What to work on. Look below for the line containing "function fill(path, color)"; from there, print each line exactly up to and including the line containing "const shape = rows", and stop.
*** Input data Section Begins ***
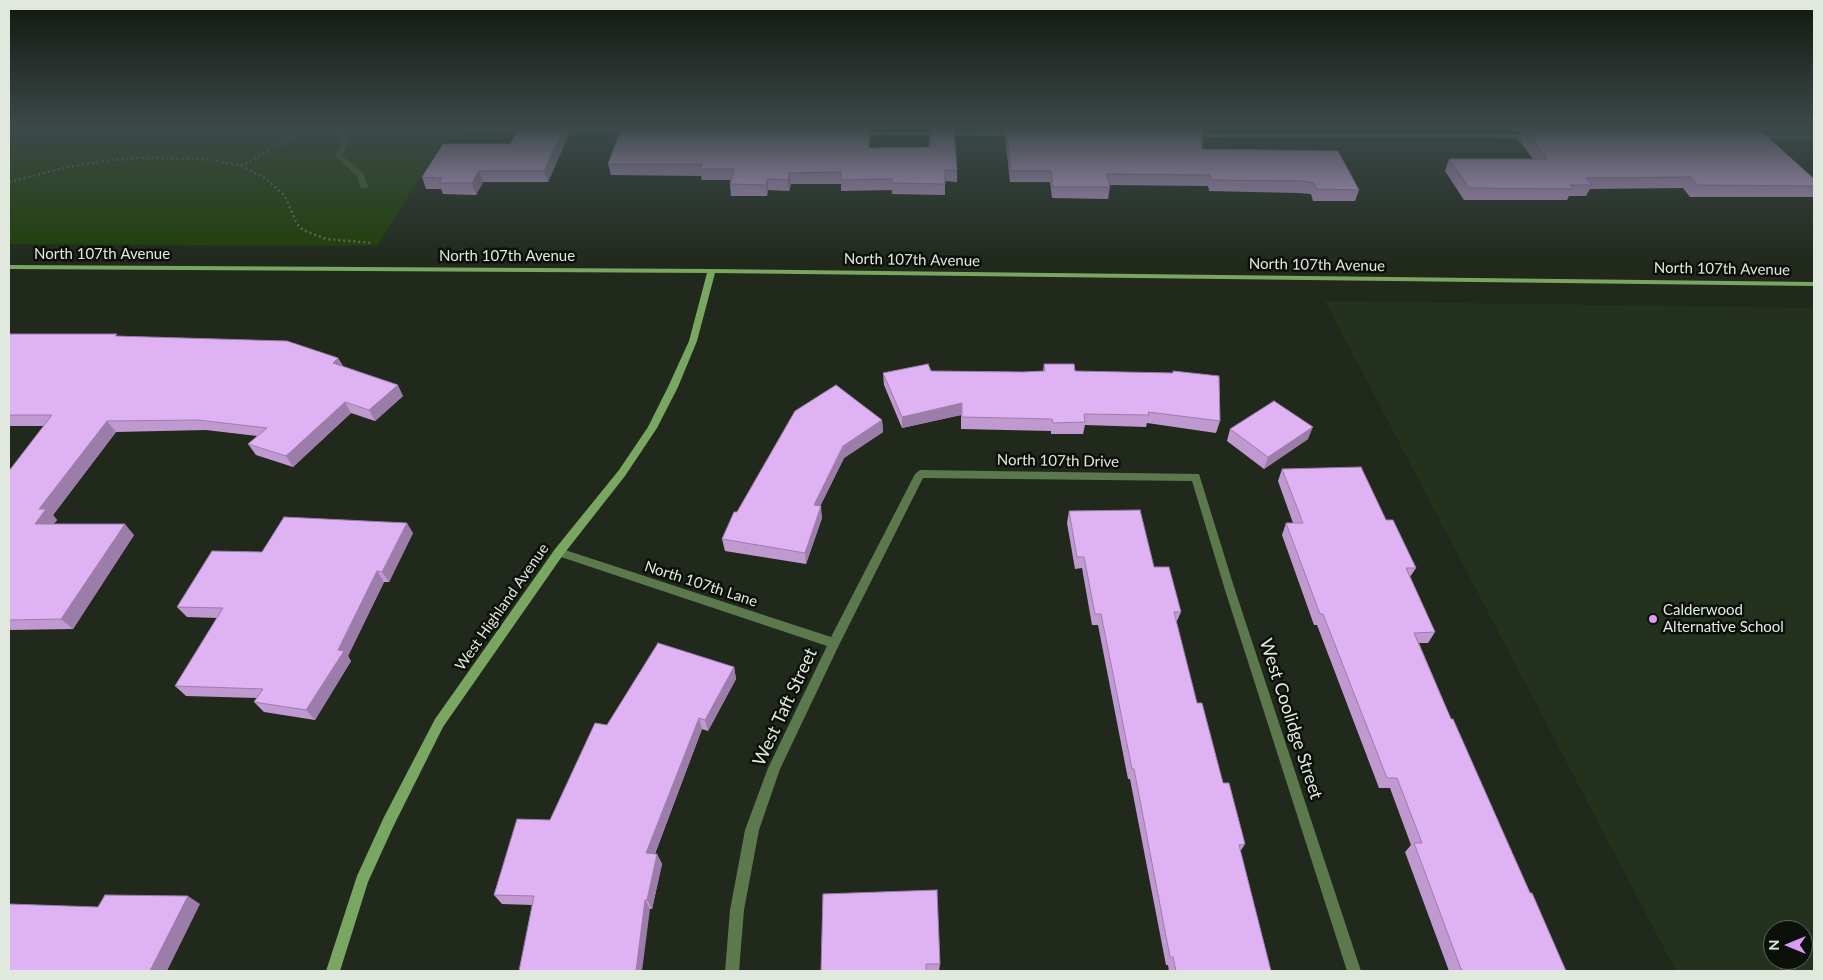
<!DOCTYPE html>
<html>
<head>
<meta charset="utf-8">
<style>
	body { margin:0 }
	#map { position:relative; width:1823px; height:980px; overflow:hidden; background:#20291b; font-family:Lato,sans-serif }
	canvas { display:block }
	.frame { position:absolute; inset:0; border:10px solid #e1e8de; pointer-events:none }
	.north { position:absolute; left:1763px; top:920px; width:50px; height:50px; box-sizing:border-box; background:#0c100a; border:1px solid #61665f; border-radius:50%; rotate:270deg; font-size:14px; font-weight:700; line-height:20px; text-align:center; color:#e1e8de }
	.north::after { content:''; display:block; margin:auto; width:18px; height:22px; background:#db9af6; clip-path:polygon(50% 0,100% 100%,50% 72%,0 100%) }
</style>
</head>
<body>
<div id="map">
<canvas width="1823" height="980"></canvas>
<div class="frame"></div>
<div class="north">N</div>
</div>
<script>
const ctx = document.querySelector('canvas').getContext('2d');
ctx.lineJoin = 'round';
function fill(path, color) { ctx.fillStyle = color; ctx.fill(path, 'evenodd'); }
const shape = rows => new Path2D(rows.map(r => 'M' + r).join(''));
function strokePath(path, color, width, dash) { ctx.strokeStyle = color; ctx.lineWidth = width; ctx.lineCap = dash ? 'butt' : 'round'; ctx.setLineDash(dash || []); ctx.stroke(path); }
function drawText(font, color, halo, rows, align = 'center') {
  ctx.font = font + ' Lato,sans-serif'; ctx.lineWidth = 5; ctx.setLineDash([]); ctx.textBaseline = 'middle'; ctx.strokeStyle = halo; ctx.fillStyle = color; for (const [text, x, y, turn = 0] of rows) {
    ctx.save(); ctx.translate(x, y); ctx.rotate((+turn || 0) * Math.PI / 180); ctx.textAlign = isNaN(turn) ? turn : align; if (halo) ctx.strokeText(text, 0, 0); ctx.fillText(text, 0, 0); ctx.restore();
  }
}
fill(shape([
	[1325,301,1814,308,1814,971,1676,971],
	[1773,930,1803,930,1803,960,1773,960]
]), '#24321d');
fill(shape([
	[9,129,426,129,435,137,444,139,377,246,9,244]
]), '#1e3f04');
fill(shape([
	[334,129,341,129,346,137,348,143,342,155,363,173,368,186,367,188,361,188,357,176,335,155,342,143,334,129]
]), '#406628');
strokePath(shape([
	[295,135,302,129],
	[241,166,293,137,323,129],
	[9,182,68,167,111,160,144,158,209,159,241,166,265,178,285,196,297,224,303,230,326,239,373,243]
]), '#626b5e', 2.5, [2, 3]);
fill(shape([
	[459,129,534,129,534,130,531,132,462,131,459,129],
	[552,129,635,129,636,131,633,133,555,132,552,129],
	[856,132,1018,132,1021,134,1018,136,858,135,855,133,856,132],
	[1188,134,1533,134,1536,136,1533,138,1190,137,1187,135,1188,134],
	[1814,135,1814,139,1755,139,1752,137,1755,135,1814,135],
	[920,470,1199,474,1235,590,1361,971,1347,971,1225,590,1192,481,923,478,839,645,780,769,759,830,744,910,739,971,725,971,730,910,745,830,768,768,827,646,555,555,554,552,555,549,559,548,831,637,915,474,920,470]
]), '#5c784d');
fill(shape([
	[9,265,712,269,1814,282,1814,286,715,273,697,341,678,387,657,428,625,476,563,555,443,727,394,825,368,882,340,971,326,971,357,876,384,817,435,719,555,549,619,470,648,427,668,387,689,341,707,273,9,269,9,265]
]), '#79a660');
fill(shape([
	[518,129,568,129,569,134,548,182,483,182,476,195,443,194,441,189,426,189,422,177,510,144],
	[929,129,957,170,957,182,945,181,945,195,892,194,892,190,841,191,841,184,791,184,789,191,768,190,767,196,731,196,730,184,731,180,702,180,701,176,611,175,608,164,870,148,929,147],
	[1005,129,1202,129,1202,149,1359,190,1355,201,1313,201,1311,194,1298,193,1209,191,1208,186,1109,185,1110,187,1108,199,1052,198,1050,182,1010,182,1005,136],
	[1511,129,1760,130,1814,179,1814,196,1813,197,1690,197,1683,188,1590,189,1586,196,1569,196,1567,200,1464,200,1445,171,1449,159,1533,159,1518,139,1522,131,1513,131],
	[9,334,119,336,338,358,343,366,403,396,375,421,351,413,293,467,256,455,248,444,257,436,206,430,116,432,53,515,57,520,53,524,134,535,73,629,9,630,9,471,44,426,9,426],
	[1044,364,1075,371,1220,421,1216,433,1147,423,1146,427,1085,425,1083,434,1051,434,1051,431,961,429,961,415,902,428,884,385,883,373,931,371,1023,372,1043,371],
	[882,420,883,432,844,458,820,506,822,518,806,564,725,551,722,539,737,512],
	[1230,429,1308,439,1264,469,1227,441],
	[1282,469,1386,520,1416,568,1410,577,1435,632,1428,643,1419,643,1451,719,1566,971,1449,971,1405,852,1411,845,1390,788,1379,788,1317,625,1314,625,1282,535,1286,523,1293,523,1278,481],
	[1069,511,1154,567,1181,612,1176,623,1197,703,1223,783,1245,844,1240,852,1271,971,1169,971,1168,965,1166,965,1130,779,1128,779,1098,625,1092,625,1082,568,1075,569,1067,523],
	[413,533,389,582,384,582,348,656,351,661,315,720,264,712,254,702,257,698,186,696,175,686,217,618,187,617,177,607,262,552],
	[734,667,736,679,708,731,702,729,655,854,657,854,662,864,652,909,502,904,494,895,550,820,607,725],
	[823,894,940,964,939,971,821,971]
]), '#c099d1');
fill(shape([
	[563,129,568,129,569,134,548,182,544,171],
	[479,171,483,182,476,195,472,183],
	[789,173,791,184,789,191,788,180],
	[767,179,768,190,767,196,766,185],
	[338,358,344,369,333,363],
	[398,385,403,396,375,421,369,410],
	[345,402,351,413,293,467,286,456],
	[962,403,961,415,902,428,902,417],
	[882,420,883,432,844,458,815,517,814,505,843,446],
	[107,421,116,432,53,515,57,520,46,534,35,524,39,509],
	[1313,427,1308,439,1264,469,1268,457],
	[821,506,822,518,806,564,805,553],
	[407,523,413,533,389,582,382,572],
	[125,524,134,535,73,629,61,619],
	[377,571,384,582,348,656,351,661,315,720,306,710],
	[734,667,736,679,708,731,705,720],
	[699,718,702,729,651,863,646,853],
	[657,854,662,864,652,909,647,900],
	[188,896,200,904,167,971,150,971],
	[645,900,650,909,642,971,636,971]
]), '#9c7daa');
const building = shape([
	[518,129,563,129,544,171,479,171,472,183,439,183,442,178,422,177,443,144,510,144,518,129],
	[621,129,869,129,869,148,930,147,929,129,954,129,957,170,945,170,945,184,892,183,892,179,841,180,841,172,789,173,788,180,767,179,766,185,730,184,734,169,700,169,702,164,608,164,621,129],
	[1006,129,1202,129,1202,149,1338,151,1359,190,1317,189,1314,183,1302,181,1212,180,1210,175,1107,174,1110,187,1053,187,1051,171,1011,171,1006,129],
	[1525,129,1760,130,1814,179,1814,186,1698,185,1690,177,1586,178,1592,185,1570,185,1573,189,1469,188,1449,159,1547,159,1525,129],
	[9,334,117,334,115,336,287,341,338,358,333,363,398,385,369,410,345,402,286,456,248,444,267,428,198,420,107,421,39,509,46,509,35,524,125,524,61,619,9,620,9,471,52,415,9,415,9,334],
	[928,364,931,371,1023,372,1045,371,1044,364,1074,364,1075,371,1173,373,1173,371,1219,376,1220,421,1148,412,1149,415,1084,414,1085,422,1053,423,1052,419,962,417,962,403,902,417,883,373,928,364],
	[836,385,882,420,843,446,814,505,821,506,805,553,722,539,734,512,737,512,795,411,836,385],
	[1274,401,1313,427,1268,457,1230,429,1274,401],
	[1361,467,1386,520,1393,520,1416,568,1406,568,1435,632,1414,633,1451,719,1453,719,1530,893,1532,893,1566,971,1463,971,1462,969,1461,969,1414,843,1422,843,1397,778,1387,778,1323,614,1320,614,1286,523,1303,523,1282,469,1361,467],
	[1140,510,1154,567,1169,567,1181,612,1174,612,1197,703,1202,703,1223,783,1229,783,1245,844,1239,845,1271,971,1176,971,1173,957,1170,957,1134,769,1132,769,1101,614,1095,614,1084,557,1077,557,1069,511,1140,510],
	[284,517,407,523,382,572,377,571,338,650,344,651,306,710,254,702,263,689,175,686,223,608,177,607,212,551,262,552,284,517],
	[658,643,734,667,705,720,699,718,646,853,657,854,647,900,645,900,636,971,519,971,534,896,494,895,517,819,550,820,595,723,607,725,658,643],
	[937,890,940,964,926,964,926,971,821,971,823,894,937,890],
	[105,895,188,896,150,971,9,971,9,904,98,907,105,895]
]);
fill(building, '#dfb2f3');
strokePath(building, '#9c7daa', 1);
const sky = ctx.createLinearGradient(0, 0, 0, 267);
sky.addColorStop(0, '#12170f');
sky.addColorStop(0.48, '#3c494a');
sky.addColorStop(1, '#3c494a00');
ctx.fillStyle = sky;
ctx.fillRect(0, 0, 1823, 267);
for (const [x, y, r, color] of [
	[1653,619,5,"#db9af6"]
]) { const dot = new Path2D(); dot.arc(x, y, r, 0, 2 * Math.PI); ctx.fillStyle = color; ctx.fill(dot); strokePath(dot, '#0c100a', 2); }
drawText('15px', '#e1e8de', '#0c100a', [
	["North 107th Avenue",102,254],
	["North 107th Avenue",507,256],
	["North 107th Avenue",912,260,1],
	["North 107th Avenue",1317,265,1],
	["North 107th Avenue",1722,269,1],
	["North 107th Drive",1058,461,1],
	["North 107th Lane",701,584,18],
	["West Highland Avenue",502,607,-55]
]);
drawText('15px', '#e1e8de', '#0c100a', [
	["Calderwood",1663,610],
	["Alternative School",1663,627]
], 'left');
drawText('18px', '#e1e8de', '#0c100a', [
	["West Taft Street",785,707,-65],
	["West Coolidge Street",1291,719,72]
]);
</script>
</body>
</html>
*** Input data Section Ends ***
Response to the task.
function fill(path, color) { ctx.fillStyle = color; ctx.fill(path, 'evenodd'); }
const shape = rows => new Path2D(rows.map(r => 'M' + r).join(''));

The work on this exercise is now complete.